Maybe it’s a rite of passage for living in Sacramento. I don’t know.
All I do know is that there’s a very distinct, deflated feeling in walking back to a bike rack only to find that your beloved, two-wheeled vehicle is gone — along with the pricey, supposedly invincible lock you bought to protect it. You know, just to add insult to injury.
This happened to me a few weeks ago. Some sneaky person managed to get into the underground garage of my apartment building and make off with my BMX-style frame and wheels.
The same thing happens every day all over Sacramento. In downtown and in midtown, and neighborhoods rich and poor, large and small.
Sacramento, I’ve been warned many times, is one of the worst cities in California for bicycle theft.
How bad is it?
So bad that Lance Armstrong’s $10,000 custom bike — along with the bikes of two teammates — disappeared from his team truck after he used it here before a time trial for the Tour of California a few years ago. It was returned a few days later without wheels to police headquarters. (Couldn’t have happened to a nicer guy, right?)
So bad that bikes disappear not only from racks anchored to the sidewalk in broad daylight, but from second- and third-floor balconies. (Just think, for a moment, about the level of Spider-Men-ness needed to scale an apartment building and get the bike down undetected.)
For sure, of all the real problems in the world — climate change, mass shootings, hunger, etc. — this is nothing. A first-world problem tailor-made for people who can afford to drop a few hundred bucks on what’s basically a luxury vehicle.
But left unchecked, it’s still a problem that’s real enough to undermine the awesomeness that is Sacramento’s burgeoning cycling community.
We talk a lot about infrastructure that’s needed to build a healthy, multimodal community. Bike lanes that don’t randomly start and stop. A true network for commuters. Streets that encourage drivers to share the road so pedestrians can have sidewalks back.
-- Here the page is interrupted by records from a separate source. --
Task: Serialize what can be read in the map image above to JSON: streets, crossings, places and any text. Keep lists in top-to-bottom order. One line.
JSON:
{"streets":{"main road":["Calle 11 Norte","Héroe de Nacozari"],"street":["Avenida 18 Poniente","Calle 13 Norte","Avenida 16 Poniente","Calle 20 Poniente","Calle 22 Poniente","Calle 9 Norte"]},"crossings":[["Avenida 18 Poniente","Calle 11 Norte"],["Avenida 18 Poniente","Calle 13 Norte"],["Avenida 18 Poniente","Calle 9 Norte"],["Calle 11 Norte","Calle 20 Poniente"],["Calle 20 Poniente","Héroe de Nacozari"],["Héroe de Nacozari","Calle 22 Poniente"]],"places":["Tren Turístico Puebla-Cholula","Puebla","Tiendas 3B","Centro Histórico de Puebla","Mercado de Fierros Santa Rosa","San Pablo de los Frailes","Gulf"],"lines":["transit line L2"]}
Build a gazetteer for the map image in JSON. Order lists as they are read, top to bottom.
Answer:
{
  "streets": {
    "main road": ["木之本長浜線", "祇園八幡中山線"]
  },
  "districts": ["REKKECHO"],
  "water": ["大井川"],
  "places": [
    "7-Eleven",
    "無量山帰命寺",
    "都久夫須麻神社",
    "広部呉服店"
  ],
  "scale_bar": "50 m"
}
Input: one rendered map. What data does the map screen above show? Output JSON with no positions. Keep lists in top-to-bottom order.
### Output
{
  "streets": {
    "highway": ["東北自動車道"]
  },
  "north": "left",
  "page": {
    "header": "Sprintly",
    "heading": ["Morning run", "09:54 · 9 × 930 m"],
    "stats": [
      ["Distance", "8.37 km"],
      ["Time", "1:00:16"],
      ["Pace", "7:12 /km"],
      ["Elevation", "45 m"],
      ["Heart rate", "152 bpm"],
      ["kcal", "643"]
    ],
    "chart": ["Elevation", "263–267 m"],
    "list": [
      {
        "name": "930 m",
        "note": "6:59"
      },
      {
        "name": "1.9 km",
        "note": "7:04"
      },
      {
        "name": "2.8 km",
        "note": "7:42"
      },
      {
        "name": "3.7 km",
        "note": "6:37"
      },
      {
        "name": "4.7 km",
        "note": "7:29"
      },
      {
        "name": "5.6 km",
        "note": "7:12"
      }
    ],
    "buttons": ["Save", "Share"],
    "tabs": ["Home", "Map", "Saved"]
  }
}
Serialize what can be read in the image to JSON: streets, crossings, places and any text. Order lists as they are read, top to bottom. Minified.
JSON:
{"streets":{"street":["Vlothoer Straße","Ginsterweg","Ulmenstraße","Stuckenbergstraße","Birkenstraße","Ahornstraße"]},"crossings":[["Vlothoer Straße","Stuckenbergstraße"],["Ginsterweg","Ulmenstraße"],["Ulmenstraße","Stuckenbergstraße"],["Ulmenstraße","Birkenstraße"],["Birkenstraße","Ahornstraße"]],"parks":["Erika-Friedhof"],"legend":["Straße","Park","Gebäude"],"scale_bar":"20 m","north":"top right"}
Sacramento’s new master bicycle plan, not updated since the 1990s, is due out in May and will address a lot of that. A specialist will eventually be hired to implement it. Meanwhile, Mayor Kevin Johnson, responding to a challenge by The Bee’s editorial board, has agreed to make cycling a priority — something that will fit nicely with his Sacramento 3.0 plan to increase transit options and housing downtown over the next decade.
But a beautiful network of bike lanes will mean nothing if people are unwilling to park their bikes downtown. No one wants to ride to a Kings game, much less get dinner or drinks, knowing there’s a good chance her bike will be pilfered away under cover of darkness.
So how do we fix this?
First of all, the problem isn’t the police. Unlike many cities, where bike theft ranks somewhere near littering in alleys as a priority, law enforcement in Sacramento actually takes this low-level crime seriously. The bait bike program has nabbed thieves, many of whom have a history of drug charges and are stealing the bikes to sell or trade.
But the police can only do so much, especially if we, the bike riders, only give them so much information to go on.
I took a few minutes to file a police report online, but many people don’t. Most figure it won’t make a difference since stealing one item worth less than $950 is only a misdemeanor. But thieves do get caught and bikes do turn up. Most people also don’t register their bikes, but doing so makes it easier to prove it has been stolen.
Police say most bike thefts are crimes of opportunity, a way for people to get quick cash without a lot of risk of getting caught. Well, I say we increase the risk.
So you do your part. Register your bike and file a report if it gets stolen. The police will do theirs. And if you see a brown-and-pink Haro Railer SS cruiser rolling around midtown, let me know.